Natale è alle porte ma, sulla vicenda Pernigotti non arriva ancora nessun segnale dal governo. Da giorni i sindacati attendono infatti di essere convocati come promesso dal ministro del lavoro Di Maio, per aggiornamenti sulla difficile situazione dello stabilimento di Novi Ligure.

La Flai-Cgil, tra l’atro, fa sapere di non aver avuto “alcun riscontro neanche sulla promessa individuazione dell’Advisor che dovrebbe trovare soluzioni per la reindustrializzazione del sito di Novi Ligure”. “Nulla di nulla”, quindi.

Per questo il sindacato comunica al ministro del lavoro che i lavoratori della Pernigotti passeranno il Natale a presidiare la loro fabbrica, “simbolo del nostro made in Italy alimentare”, in attesa che “alle parole seguano i fatti”.

Il 30 novembre scorso l’esito dell’incontro presso il ministero del Lavoro per la procedura di attivazione della cassa integrazione straordinaria per cessazione era stato negativo. I sindacati, il sindaco di Novi Ligure e l’assessore regionale al lavoro avevano ribadito che l’unico percorso praticabile era quello della cassa interrogazione straordinaria per reindustrializzazione. L’azienda aveva quindi annunciato il conferimento a una società specializzata la ricerca di un soggetto imprenditoriale per terziarizzare la produzione. Al termine dell’incontro si è deciso di prorogare il rinvio della procedura di cassa integrazione all’8 gennaio. Da allora non c’è stata nessuna nuova notizia.

Trovare una soluzione per lo storico cioccolati ciò appare piuttosto complicata. L’attuale proprietà turca (la famiglia Toksoz che ha acquisito nel 2013 dagli Averna) ha infatti deciso di chiudere, lasciando senza lavoro centinaia di persone, e insiste nel non voler vendere il marchio. Senza il brand Pernigotti, però, appare difficile trovare un player industriale in

grado di continuare la produzione. A Novi Ligure, nel frattempo, c’è stata una grande manifestazione cittadina il 1° dicembre “per dire no alla chiusura, ai licenziamenti e alla rassegnazione”.

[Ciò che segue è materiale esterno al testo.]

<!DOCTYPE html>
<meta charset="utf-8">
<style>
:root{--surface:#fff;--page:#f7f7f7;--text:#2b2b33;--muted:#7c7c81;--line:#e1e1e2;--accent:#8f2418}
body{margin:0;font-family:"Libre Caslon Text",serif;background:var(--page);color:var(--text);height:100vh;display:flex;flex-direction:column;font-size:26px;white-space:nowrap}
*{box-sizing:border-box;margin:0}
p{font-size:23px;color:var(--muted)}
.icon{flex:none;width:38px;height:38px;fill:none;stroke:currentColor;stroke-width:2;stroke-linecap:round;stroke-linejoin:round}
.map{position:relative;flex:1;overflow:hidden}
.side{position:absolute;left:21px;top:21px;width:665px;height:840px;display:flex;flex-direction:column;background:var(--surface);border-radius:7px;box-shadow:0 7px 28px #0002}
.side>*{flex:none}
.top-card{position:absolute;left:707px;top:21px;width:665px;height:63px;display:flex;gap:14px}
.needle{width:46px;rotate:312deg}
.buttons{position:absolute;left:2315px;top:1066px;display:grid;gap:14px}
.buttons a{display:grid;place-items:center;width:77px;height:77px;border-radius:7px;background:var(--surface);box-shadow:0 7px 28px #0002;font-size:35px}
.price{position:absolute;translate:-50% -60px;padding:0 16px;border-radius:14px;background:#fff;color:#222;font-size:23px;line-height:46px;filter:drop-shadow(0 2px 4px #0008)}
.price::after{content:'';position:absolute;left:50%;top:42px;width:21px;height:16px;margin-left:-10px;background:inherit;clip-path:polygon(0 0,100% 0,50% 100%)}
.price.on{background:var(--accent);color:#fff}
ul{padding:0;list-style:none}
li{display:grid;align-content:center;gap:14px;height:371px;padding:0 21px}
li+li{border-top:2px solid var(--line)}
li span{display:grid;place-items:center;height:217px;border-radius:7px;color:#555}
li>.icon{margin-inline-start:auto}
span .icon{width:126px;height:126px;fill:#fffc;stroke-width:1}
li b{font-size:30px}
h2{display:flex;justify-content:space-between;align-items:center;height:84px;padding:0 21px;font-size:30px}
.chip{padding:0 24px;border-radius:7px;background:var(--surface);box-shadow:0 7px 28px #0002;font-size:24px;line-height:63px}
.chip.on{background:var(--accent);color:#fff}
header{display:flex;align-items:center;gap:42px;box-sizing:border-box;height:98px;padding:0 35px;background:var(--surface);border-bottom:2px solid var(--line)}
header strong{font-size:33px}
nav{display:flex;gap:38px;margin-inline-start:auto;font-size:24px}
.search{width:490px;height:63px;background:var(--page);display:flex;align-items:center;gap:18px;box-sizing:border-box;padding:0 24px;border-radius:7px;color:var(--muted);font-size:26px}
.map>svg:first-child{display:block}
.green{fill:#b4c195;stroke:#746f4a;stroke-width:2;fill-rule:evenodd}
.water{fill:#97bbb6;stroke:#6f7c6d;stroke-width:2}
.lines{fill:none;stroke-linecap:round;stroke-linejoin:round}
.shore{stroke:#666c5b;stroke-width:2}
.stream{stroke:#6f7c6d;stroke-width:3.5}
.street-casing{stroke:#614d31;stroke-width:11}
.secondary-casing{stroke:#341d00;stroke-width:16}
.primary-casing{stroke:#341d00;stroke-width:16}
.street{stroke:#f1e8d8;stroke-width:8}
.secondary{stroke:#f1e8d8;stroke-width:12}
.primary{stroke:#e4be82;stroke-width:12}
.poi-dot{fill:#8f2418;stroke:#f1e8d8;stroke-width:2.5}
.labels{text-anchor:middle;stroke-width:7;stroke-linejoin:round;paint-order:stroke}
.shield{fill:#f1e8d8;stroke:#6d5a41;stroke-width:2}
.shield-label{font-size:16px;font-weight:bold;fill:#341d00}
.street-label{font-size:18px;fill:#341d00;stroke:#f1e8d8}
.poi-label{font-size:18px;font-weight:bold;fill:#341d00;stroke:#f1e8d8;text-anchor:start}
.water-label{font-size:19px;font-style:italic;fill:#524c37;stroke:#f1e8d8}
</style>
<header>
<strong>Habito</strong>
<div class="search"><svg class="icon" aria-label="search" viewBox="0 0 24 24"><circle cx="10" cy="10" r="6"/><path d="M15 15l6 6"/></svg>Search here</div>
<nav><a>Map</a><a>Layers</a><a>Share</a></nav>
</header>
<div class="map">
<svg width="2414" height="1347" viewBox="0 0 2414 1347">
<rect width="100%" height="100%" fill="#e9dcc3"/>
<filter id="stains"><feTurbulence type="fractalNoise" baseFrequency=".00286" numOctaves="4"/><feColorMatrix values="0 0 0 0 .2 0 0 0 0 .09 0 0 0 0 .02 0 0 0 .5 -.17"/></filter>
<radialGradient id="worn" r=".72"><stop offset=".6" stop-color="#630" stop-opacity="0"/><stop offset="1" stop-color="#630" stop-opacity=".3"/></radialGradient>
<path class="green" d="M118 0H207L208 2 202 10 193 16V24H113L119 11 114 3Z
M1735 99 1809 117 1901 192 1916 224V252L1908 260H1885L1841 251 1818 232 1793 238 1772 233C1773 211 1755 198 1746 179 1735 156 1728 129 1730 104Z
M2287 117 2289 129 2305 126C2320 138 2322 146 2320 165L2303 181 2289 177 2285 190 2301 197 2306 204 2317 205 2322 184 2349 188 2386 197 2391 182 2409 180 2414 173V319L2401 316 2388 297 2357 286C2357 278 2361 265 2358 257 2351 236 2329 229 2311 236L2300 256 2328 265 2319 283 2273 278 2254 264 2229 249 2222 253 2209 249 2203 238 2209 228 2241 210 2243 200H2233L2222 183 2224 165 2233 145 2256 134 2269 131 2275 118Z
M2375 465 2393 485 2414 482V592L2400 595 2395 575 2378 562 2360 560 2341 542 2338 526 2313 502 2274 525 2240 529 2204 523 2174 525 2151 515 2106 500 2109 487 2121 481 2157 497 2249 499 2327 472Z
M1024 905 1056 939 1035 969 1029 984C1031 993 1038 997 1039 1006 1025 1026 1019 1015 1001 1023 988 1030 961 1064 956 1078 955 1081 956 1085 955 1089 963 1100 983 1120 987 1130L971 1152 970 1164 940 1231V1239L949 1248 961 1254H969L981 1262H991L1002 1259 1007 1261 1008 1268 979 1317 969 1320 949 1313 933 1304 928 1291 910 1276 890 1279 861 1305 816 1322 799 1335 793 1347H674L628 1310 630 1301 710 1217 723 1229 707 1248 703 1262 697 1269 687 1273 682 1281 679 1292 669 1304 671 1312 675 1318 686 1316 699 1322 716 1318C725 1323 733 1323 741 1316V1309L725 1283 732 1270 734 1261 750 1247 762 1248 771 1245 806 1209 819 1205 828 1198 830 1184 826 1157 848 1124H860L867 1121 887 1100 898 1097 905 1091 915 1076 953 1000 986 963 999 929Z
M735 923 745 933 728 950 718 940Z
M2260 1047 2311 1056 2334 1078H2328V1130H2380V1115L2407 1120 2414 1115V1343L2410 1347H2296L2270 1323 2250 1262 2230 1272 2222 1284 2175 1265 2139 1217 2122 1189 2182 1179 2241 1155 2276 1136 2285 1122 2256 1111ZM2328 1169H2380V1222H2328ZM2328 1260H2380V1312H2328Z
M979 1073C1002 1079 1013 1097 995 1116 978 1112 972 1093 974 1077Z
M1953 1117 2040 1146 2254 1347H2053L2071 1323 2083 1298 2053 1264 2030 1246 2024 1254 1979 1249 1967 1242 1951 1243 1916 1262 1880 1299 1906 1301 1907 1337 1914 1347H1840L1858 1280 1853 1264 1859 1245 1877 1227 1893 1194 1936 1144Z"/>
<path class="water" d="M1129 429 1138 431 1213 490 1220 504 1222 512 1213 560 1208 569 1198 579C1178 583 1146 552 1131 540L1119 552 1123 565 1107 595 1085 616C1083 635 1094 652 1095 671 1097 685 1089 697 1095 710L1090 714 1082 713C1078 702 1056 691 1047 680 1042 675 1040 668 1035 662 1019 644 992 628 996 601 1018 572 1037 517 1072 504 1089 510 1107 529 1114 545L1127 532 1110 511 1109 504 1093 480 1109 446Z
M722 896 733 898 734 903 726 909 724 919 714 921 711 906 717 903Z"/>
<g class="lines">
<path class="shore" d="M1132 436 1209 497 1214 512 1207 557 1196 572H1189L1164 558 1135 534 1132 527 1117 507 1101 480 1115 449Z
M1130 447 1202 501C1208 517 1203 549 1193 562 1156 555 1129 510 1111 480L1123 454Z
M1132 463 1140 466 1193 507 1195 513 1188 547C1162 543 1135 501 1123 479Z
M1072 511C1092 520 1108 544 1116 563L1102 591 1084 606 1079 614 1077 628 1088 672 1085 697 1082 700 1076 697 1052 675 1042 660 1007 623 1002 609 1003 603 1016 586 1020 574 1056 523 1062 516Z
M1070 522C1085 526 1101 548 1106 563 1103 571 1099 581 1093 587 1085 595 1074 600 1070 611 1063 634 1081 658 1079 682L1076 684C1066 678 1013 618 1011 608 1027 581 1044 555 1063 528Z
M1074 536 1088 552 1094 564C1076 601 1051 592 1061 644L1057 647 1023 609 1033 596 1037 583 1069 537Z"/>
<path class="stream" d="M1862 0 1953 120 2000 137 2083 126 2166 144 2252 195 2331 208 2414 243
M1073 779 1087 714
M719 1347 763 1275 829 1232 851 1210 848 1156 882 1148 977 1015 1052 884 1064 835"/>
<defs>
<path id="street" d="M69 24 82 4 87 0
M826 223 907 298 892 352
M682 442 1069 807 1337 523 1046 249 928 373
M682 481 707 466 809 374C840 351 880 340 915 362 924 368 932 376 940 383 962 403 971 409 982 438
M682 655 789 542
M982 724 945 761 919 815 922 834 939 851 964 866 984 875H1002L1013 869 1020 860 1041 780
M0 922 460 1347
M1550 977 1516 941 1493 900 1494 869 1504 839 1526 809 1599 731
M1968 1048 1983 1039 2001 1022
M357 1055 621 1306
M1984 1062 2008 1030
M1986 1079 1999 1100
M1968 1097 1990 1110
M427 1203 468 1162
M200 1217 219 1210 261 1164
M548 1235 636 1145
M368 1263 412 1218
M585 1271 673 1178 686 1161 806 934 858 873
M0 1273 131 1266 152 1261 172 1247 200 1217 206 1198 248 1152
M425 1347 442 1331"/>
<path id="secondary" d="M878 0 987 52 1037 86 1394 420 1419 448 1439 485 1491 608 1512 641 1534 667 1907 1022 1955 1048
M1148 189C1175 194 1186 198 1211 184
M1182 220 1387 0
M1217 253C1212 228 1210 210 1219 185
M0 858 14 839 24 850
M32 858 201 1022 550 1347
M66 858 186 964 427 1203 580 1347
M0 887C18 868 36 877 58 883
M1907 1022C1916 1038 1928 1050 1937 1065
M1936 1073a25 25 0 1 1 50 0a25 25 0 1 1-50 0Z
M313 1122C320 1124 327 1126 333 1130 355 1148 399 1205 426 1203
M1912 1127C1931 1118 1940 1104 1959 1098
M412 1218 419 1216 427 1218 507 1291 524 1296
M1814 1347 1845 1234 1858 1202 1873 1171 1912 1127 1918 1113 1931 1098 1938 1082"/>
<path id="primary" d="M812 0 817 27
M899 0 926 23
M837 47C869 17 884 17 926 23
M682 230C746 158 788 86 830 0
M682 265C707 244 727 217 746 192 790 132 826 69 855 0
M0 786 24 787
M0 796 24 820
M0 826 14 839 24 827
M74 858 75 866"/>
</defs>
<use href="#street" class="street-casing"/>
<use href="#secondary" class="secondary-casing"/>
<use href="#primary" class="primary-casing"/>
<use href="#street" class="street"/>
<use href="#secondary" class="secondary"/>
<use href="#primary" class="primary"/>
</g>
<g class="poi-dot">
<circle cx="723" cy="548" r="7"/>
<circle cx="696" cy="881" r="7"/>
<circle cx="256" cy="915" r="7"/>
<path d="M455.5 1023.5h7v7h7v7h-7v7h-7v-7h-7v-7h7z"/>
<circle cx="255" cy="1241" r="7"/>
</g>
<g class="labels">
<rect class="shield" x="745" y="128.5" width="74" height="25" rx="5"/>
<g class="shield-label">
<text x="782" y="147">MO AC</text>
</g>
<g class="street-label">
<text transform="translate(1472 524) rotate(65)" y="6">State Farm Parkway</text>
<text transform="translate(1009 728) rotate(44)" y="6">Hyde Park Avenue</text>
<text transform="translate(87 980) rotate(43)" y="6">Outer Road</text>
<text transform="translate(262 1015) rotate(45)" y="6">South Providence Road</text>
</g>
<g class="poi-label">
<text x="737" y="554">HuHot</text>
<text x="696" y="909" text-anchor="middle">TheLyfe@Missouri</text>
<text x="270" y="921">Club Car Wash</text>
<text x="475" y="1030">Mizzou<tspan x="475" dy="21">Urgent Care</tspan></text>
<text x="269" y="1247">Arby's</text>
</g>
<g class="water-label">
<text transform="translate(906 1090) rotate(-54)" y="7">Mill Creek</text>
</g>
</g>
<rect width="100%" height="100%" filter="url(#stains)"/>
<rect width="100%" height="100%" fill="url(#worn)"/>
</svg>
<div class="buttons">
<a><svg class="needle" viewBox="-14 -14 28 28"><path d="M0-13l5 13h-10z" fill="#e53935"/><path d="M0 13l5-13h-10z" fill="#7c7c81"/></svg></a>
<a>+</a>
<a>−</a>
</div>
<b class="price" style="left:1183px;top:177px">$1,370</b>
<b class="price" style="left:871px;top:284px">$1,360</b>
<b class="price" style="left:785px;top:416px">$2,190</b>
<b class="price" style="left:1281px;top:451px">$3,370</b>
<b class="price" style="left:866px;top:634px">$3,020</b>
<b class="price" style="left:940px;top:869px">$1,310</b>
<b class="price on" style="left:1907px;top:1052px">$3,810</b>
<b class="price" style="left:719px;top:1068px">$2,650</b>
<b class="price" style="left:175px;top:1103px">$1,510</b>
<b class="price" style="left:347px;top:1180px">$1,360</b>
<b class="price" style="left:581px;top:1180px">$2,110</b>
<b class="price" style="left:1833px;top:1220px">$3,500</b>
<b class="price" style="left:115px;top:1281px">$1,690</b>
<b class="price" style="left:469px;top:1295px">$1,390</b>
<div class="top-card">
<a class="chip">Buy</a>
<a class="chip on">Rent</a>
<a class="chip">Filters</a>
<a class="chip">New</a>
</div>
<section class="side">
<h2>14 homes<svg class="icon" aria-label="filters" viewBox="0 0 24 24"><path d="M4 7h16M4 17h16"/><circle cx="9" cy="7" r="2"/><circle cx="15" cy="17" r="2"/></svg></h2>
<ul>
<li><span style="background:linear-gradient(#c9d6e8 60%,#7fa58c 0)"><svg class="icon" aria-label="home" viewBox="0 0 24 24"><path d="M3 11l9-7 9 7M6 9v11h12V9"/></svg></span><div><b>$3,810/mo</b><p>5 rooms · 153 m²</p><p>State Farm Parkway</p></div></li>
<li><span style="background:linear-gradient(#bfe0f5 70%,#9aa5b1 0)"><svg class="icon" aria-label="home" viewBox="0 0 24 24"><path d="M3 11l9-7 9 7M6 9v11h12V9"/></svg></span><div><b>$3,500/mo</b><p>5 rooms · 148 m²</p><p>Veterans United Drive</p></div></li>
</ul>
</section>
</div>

In campo resterebbe ancora l’ipotesi di un intervento della Regione Piemonte che si è offerta di acquistare il marchio tramite una società partecipata per poi rimetterlo sul mercato e quindi legarlo al territorio. Ma ovviamente, per fare questo, la proprietà turca deve essere d’accordo e al momento nulla fa pensare che si possa andare in questa direzione. Le altre produzioni alimentari d’eccellenza in zona, tra l’altro, vanno a gonfie vele. Servirebbero però investimenti e saper usare tutte le conoscenze e l’esperienza dei lavoratori.